Matthew links this event with the Eucharist to drive home a theological truth. The mission of the Christian to minister to those less fortunate and those in need springs forth from Jesus sharing his life with us in the Eucharist. Christ feeds us and we are expected to feed the world, to address physical suffering as well as spread the Gospel message of love. How does Matthew do this? He has Jesus instruct his disciples to feed the crowd. The exact rendering of the Greek is "You give them to eat." This should sound somewhat familiar to us as Matthew has Jesus use these exact same words in 25:35, when he says, "I was hungry and you gave me food, I was thirsty and you gave me drink." Jesus' actions mirror those he will come to do during the Last Supper.

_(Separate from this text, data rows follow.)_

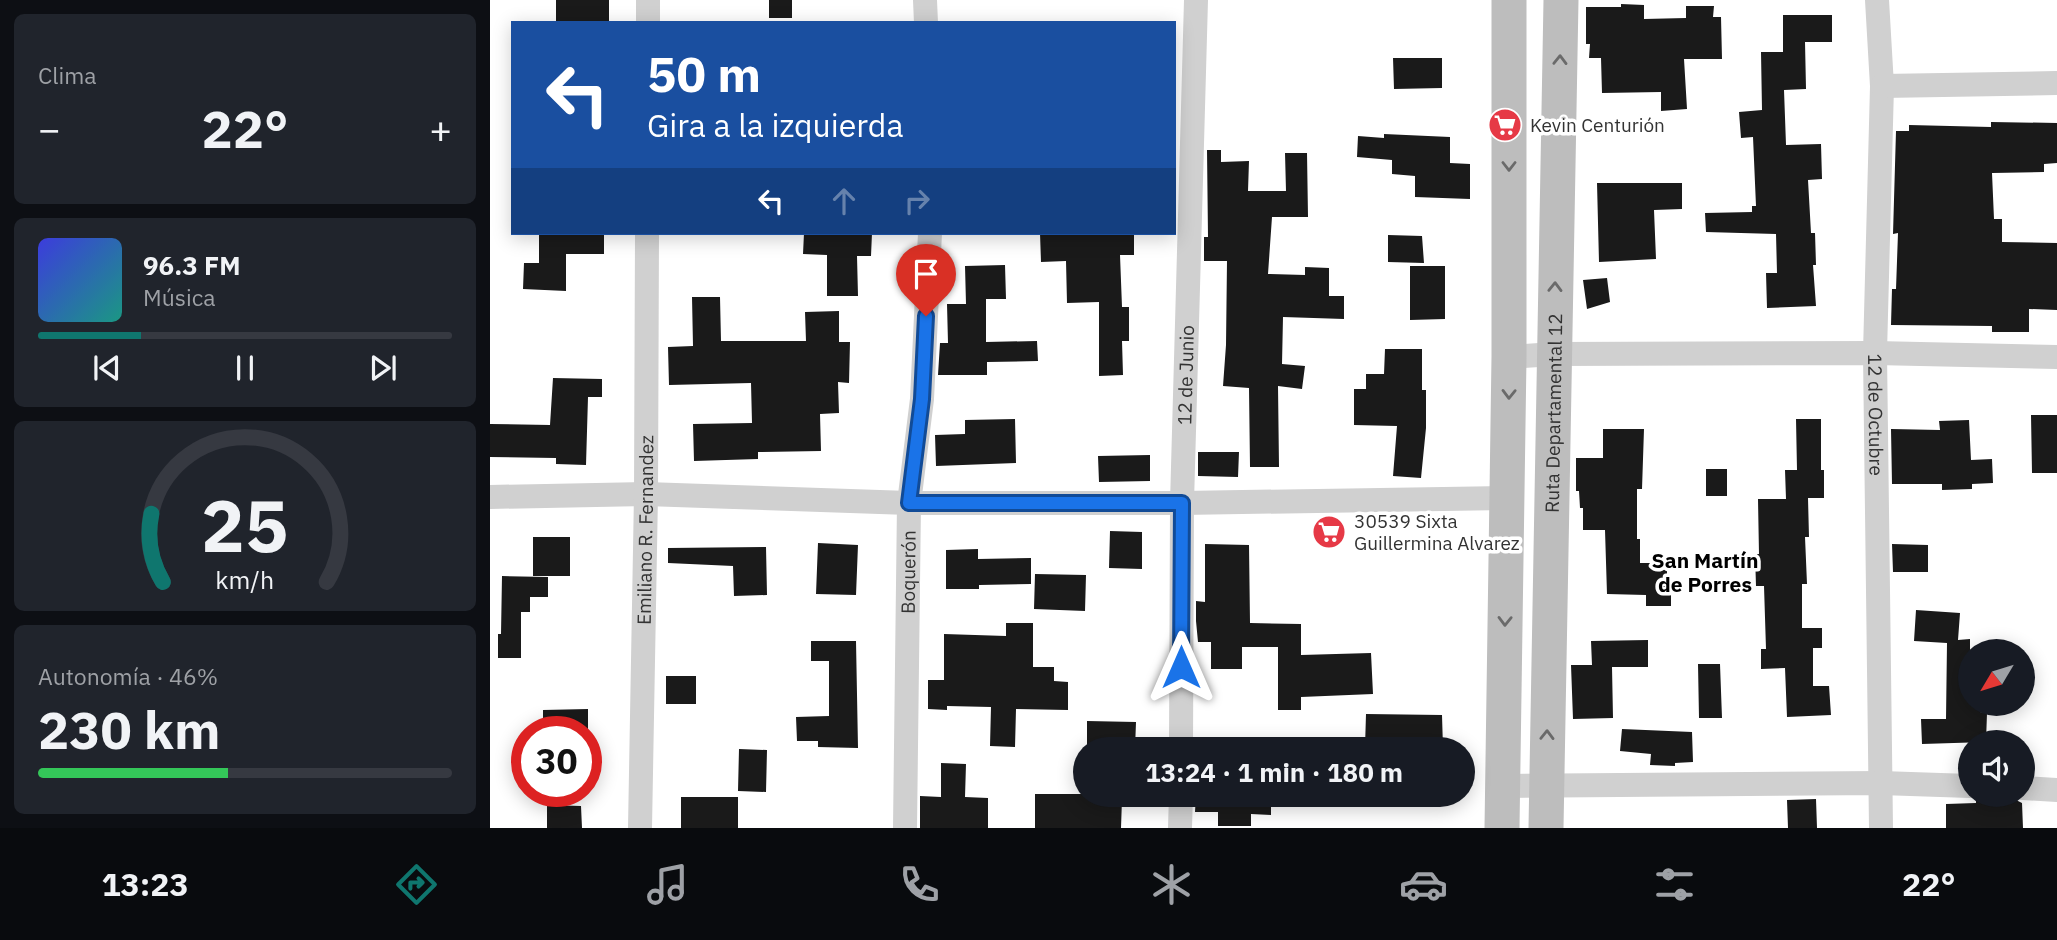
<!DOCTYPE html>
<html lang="es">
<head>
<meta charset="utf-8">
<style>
	:root { --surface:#171b24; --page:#20242c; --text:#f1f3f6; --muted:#9ea1a6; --line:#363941; --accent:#0f766e }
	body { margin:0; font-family:"IBM Plex Sans",sans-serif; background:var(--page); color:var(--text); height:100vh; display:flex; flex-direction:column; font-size:26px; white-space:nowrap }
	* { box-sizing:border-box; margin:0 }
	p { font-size:23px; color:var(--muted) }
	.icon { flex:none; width:38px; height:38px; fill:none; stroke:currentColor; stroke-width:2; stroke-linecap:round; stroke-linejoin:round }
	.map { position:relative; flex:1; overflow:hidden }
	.drawer { display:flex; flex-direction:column; gap:14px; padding:14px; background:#0d0f14; width:490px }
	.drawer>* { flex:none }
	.banner { position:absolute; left:21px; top:21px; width:665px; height:214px; border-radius:0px; box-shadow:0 4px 18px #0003; background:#1a4fa0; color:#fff; overflow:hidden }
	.needle { width:46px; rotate:232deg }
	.controls { position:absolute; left:1468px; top:639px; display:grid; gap:14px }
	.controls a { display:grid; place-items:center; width:77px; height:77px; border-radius:50%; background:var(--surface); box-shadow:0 4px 18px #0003; font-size:35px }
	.speed { position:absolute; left:21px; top:716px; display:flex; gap:14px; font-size:35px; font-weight:700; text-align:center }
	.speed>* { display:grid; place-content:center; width:91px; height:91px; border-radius:50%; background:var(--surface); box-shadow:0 4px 18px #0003; line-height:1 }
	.speed .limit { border:10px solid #d22; background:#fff; color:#111 }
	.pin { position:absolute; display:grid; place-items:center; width:60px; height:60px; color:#fff; margin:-72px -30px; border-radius:50% 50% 50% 0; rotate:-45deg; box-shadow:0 0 7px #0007 }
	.pin .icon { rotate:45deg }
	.me { position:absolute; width:77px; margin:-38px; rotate:0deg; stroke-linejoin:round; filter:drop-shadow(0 0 5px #0008) }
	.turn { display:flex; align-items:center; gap:24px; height:147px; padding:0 21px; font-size:32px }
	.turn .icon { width:91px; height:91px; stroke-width:2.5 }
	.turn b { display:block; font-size:49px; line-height:60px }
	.lanes { display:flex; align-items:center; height:66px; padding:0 21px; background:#0003; justify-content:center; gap:35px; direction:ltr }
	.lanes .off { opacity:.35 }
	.big { font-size:52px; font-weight:700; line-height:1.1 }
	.drawer .card { flex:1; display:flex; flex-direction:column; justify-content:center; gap:10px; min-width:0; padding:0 24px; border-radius:10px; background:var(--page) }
	.drawer .dial { align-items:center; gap:0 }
	.dial svg { height:182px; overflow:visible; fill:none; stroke:var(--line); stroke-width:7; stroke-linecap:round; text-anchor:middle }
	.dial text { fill:var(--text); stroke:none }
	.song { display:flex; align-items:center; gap:21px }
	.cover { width:84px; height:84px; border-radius:10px; background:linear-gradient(135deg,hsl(240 70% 55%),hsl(170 70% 35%)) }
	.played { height:7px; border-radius:4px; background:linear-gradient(90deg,var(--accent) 25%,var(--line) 25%) }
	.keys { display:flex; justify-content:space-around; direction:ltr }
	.heat { display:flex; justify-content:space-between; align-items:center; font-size:38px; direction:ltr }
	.charge { height:10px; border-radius:5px; background:linear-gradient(90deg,#34c759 46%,var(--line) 0) }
	.trip { position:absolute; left:583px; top:737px; width:402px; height:70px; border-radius:35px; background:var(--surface); box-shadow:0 4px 18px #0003; font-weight:700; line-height:70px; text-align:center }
	.menu { display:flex; height:112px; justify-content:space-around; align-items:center; background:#090b0e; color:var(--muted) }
	.menu .icon { width:49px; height:49px }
	.menu .on { color:var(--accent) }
	.menu b { font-size:32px; color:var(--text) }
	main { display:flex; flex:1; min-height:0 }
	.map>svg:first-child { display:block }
	.building { fill:#1a1a1a }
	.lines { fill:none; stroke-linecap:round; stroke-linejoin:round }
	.minor { stroke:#d0d0d0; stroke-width:24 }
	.secondary { stroke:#bdbdbd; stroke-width:35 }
	.oneway { stroke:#6a6a6a }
	.route-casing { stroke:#114b97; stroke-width:18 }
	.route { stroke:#1a73e8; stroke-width:12 }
	.labels { text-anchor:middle; stroke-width:7; stroke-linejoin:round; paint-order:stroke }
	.poi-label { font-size:19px; fill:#333; stroke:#fff; text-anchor:start }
	.street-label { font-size:19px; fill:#333; stroke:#fff }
	.neighbourhood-label { font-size:21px; font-weight:bold; fill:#000; stroke:#fff }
</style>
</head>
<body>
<main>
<section class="drawer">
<div class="card"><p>Clima</p>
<div class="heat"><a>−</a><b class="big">22°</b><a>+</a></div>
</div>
<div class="card">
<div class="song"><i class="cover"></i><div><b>96.3 FM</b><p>Música</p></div></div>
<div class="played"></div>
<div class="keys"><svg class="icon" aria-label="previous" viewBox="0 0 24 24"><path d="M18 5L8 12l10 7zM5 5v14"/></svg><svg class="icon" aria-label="pause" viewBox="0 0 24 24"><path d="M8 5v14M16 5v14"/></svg><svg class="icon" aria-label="next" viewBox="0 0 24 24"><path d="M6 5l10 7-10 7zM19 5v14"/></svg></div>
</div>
<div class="card dial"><svg viewBox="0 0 100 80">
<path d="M14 69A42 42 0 1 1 86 69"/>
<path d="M14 69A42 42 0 0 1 9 39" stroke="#0f766e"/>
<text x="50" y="56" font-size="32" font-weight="700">25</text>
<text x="50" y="72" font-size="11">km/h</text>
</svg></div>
<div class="card"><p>Autonomía · 46%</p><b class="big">230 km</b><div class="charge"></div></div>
</section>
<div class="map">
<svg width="1567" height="828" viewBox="0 0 1567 828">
	<rect width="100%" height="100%" fill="#fff"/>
	<!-- building -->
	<path class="building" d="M66,0H119V23H66Z
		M279,0H302V18H279Z
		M1131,4L1154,5V19L1196,18V6H1224L1223,17H1231L1232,59H1194L1197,109L1171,111V92L1112,93L1111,58H1099L1100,44H1096V7H1131Z
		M1293,15H1342V42H1315L1316,89L1294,90L1296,145L1331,144L1332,179L1318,180L1321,233H1325L1326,265H1323L1326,306L1277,308L1276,273H1287L1286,234L1216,232L1215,213L1262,212V206H1266L1263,137L1251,138L1249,112L1272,110L1271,52H1293Z
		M903,58H952V88L904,89Z
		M1501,122L1567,123V163L1554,164V172L1502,173L1504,219H1512V242L1567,243V310L1539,309V332H1502V326L1401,325L1402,289H1406L1408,233L1403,234L1406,131H1419V125L1501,127Z
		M894,134L960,137V163L980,164V199L925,197V176L902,174V160L867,157L868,136L894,138Z
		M717,150H731V162L759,161L758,191H796L795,153H817L818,217H782L778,274L815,275V267L839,268V296H854V319L793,317L792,364L815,366L812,389L788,386L789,467H760L759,388L733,386L736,345L737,261H714V237H718Z
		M1107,183H1192V209L1164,210L1166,259L1109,262Z
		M49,233H114V254H76V291L33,289L34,263H49Z
		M314,233H382L381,256H367L368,296H337V255L313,254Z
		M550,233H644V255H630L632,307H639V341H632L633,375L609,376V302L577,303L576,261L551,262Z
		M898,235L932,236L934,263L898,262Z
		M515,265L516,299H496V342L547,341L548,361L497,362V375H448L450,343H458L457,304H476L475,266Z
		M920,266H955V319L920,320Z
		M1117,278L1120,302L1097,309L1093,280Z
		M202,297H230L231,341H316L315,312L349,311V342H360L359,383L348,382L349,413L330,414L331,451L268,452V459L204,461L203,424L262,423L261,383L179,385L178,347L203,346Z
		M895,349H932V390H936V428L931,478L903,476L907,426L864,425V389H876V374H894Z
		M63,378L112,379V397H98L96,465L66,464V458L0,457V424L60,425Z
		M1541,415H1567V473H1542Z
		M525,419L526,463L446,466L445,435L475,434V420Z
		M1306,419H1331V470H1334V498H1318L1319,537H1315L1317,584H1312V628H1332V648H1323V686H1339L1341,715L1297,717L1295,668L1271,669V649H1276L1274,586H1266L1265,554H1269L1268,499H1296L1295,470H1307Z
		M1479,420L1481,460L1502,459L1503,483L1482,484V489L1452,490V484H1402L1401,429L1450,430L1449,421Z
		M1113,429H1154L1152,489H1147V539H1150V563H1177V582H1181V606H1156V595L1117,594L1115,530H1093V508H1090L1089,491H1086V458H1113Z
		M708,452H749L748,477L708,476Z
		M660,455V481L609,482L608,456Z
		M1216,469H1237V496H1216Z
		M620,531L652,532V569L619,568Z
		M43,537H80V576H43Z
		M328,543L368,545L366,595L326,594Z
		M715,544L759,545L760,623L811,624V655L881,653L883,694L811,697V710H788V647H752V669H721V642H708L706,621V601L715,602Z
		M1402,544L1438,545V572H1403Z
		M276,547L277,595L244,596L243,566L178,563V548Z
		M488,549V559L541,558V584L489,585V589H456V550Z
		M545,574L596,575L595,611L544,609Z
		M12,576L58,577V597H40V612H31V658H8V634H11Z
		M1426,610L1470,613L1468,640L1480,639V704H1490V712L1497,713L1496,742L1432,744L1431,719H1456L1457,643L1424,641Z
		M516,623H543V667H564V681L578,682V710L526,709L525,747L500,746L501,707L457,706V710L438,709V680H454V634L516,636Z
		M1158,640V667H1122L1123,718L1083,719L1081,665H1102L1101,641Z
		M321,641H366L368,748L328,747V741H307L306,717L339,716V661H321Z
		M1208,664H1230L1232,718H1209Z
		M176,676H206V704H176Z
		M98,709V732H53V710Z
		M876,714L952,715L953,748L875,747Z
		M597,721L646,722L645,749H597Z
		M1132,729L1202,732L1203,762L1185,763V766L1160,765L1161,754L1130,751Z
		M249,749L277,750L276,792L248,791Z
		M451,763L476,764L475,797L498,798V828H430V796L451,797Z
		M545,794H623V799H632L631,828H545Z
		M706,794H781V815L761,814V826H728V812H705Z
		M191,797H248V828H191Z
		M1522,798L1532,803L1533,828H1456V804L1486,803V799Z
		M1326,799L1327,828H1298L1297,800Z
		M57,805L91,806L92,828H57Z"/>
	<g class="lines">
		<!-- minor -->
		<g class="minor">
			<path d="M435,0L436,23"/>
			<path id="s1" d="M1387,0L1392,86L1385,353L1391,828"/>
			<path d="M158,23V0"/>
			<path d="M1392,86L1567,83"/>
			<path d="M1019,357L1064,354L1385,353L1567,357"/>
			<path d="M0,497L156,494L419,503H692L1016,498"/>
			<path id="s2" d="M691,749L692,503L706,0"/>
			<path d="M1013,786L1391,783L1480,786"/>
			<path d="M1533,788L1567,790"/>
			<path id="s3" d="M150,828L156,494L157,233"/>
			<path id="s4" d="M415,828L419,503L432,399L440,233"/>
			<path d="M690,828L691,794"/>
		</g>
		<!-- secondary -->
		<g class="secondary">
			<path d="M1012,828L1019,357V0"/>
			<path id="s5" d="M1056,828L1071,0"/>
		</g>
	</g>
	<!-- one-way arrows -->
	<defs><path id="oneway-chevron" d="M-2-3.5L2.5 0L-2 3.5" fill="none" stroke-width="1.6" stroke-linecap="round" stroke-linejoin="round" transform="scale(1.75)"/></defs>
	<g class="oneway">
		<use href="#oneway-chevron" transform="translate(1070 60) rotate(-89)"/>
		<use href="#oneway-chevron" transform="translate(1019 166) rotate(90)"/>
		<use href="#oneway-chevron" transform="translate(1065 287) rotate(-89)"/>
		<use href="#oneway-chevron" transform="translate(1019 394) rotate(91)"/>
		<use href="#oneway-chevron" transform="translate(1015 621) rotate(91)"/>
		<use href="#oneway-chevron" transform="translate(1057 735) rotate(-89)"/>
	</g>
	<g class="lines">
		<defs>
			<path id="route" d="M436,316L432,399L419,503H692L691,667"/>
		</defs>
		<!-- route casing -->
		<use href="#route" class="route-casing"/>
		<!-- route -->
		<use href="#route" class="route"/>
	</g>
	<!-- icons -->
	<defs>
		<symbol id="supermarket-disc" viewBox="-11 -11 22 22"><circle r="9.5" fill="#e63946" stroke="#fff"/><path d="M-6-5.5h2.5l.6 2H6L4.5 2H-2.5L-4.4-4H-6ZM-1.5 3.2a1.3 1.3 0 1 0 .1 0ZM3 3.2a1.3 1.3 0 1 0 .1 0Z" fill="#fff"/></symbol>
	</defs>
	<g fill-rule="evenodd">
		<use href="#supermarket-disc" x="996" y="106" width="38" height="38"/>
		<use href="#supermarket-disc" x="820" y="513" width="38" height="38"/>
	</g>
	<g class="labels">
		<!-- poi labels -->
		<g class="poi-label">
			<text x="1040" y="132">Kevin Centurión</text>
			<text x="864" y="528">30539 Sixta<tspan x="864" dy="22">Guillermina Alvarez</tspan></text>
		</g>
		<!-- street labels -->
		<g class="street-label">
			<text dy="7" stroke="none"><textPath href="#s2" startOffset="374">12 de Junio</textPath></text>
			<text dy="7" stroke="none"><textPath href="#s5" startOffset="415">Ruta Departamental 12</textPath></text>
			<text dy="7" stroke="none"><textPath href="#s1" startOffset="415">12 de Octubre</textPath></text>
			<text dy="7" stroke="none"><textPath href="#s3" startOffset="298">Emiliano R. Fernandez</textPath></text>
			<text dy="7" stroke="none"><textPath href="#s4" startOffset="256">Boquerón</textPath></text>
		</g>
		<!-- neighbourhood labels -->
		<g class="neighbourhood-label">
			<text x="1215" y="568">San Martín<tspan x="1215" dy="24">de Porres</tspan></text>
		</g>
	</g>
</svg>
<div class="controls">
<a><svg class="needle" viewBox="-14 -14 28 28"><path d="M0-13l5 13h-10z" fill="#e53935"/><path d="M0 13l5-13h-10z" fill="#9ea1a6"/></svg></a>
<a><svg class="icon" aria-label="sound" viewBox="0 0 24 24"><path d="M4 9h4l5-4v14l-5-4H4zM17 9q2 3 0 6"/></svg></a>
</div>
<div class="speed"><div class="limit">30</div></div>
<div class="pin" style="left:436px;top:316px;background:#d93025"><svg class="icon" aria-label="arrive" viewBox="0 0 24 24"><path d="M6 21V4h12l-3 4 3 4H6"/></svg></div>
<svg class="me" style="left:691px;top:667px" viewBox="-20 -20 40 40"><path d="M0-17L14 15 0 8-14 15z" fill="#1a73e8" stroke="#fff" stroke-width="4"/></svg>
<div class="trip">13:24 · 1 min · 180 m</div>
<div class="banner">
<div class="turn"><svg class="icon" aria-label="left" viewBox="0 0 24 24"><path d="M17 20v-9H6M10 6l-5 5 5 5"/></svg><div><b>50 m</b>Gira a la izquierda</div></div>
<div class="lanes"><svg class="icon" aria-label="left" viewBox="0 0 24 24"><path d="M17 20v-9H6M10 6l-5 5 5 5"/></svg><svg class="icon off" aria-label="ahead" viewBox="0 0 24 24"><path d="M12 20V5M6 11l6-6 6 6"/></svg><svg class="icon off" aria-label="right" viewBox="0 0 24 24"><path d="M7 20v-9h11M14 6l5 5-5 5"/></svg></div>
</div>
</div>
</main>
<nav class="menu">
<b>13:23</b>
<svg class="icon on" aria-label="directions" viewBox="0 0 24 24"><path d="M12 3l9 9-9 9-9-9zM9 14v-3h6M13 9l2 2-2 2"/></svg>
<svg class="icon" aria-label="music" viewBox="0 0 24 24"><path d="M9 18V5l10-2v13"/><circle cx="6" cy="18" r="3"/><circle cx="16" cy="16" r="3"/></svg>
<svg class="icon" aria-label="phone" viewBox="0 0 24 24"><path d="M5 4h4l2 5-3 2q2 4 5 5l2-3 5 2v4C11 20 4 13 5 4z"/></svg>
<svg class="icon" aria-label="climate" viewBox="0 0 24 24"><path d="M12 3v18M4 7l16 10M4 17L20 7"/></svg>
<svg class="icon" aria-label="car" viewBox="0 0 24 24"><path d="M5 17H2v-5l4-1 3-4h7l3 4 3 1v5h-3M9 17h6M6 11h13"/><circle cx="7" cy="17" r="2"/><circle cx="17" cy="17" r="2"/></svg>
<svg class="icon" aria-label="filters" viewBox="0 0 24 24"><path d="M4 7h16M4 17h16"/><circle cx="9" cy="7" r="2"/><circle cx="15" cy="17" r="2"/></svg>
<b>22°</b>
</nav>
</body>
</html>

Here he takes the loaves and fish, blesses the loaves, breaks them, and gives them to his disciples. During the Last Supper, Jesus will once again take, bless, break and give. The ties to Eucharist couldn't be clearer. The disciples "get it" because they in turn give it to the crowds.
Our mandate to care for those in need, to set aside our needs so that we may serve the needs of others flows from the Eucharist. It is what agape love is all about. We set aside our wants, needs, and desires, and choose to make of ourselves a self gift of love for someone else. We place their wants, needs, and desires, before our own. Loving God and loving neighbor is firmly grounded in this love. Jesus sets the perfect example during his moment of grief when he'd rather be anywhere but with the crowds. If we are bold enough to call ourselves his disciles then we must be willing to do the same and lives our lives for others and for God.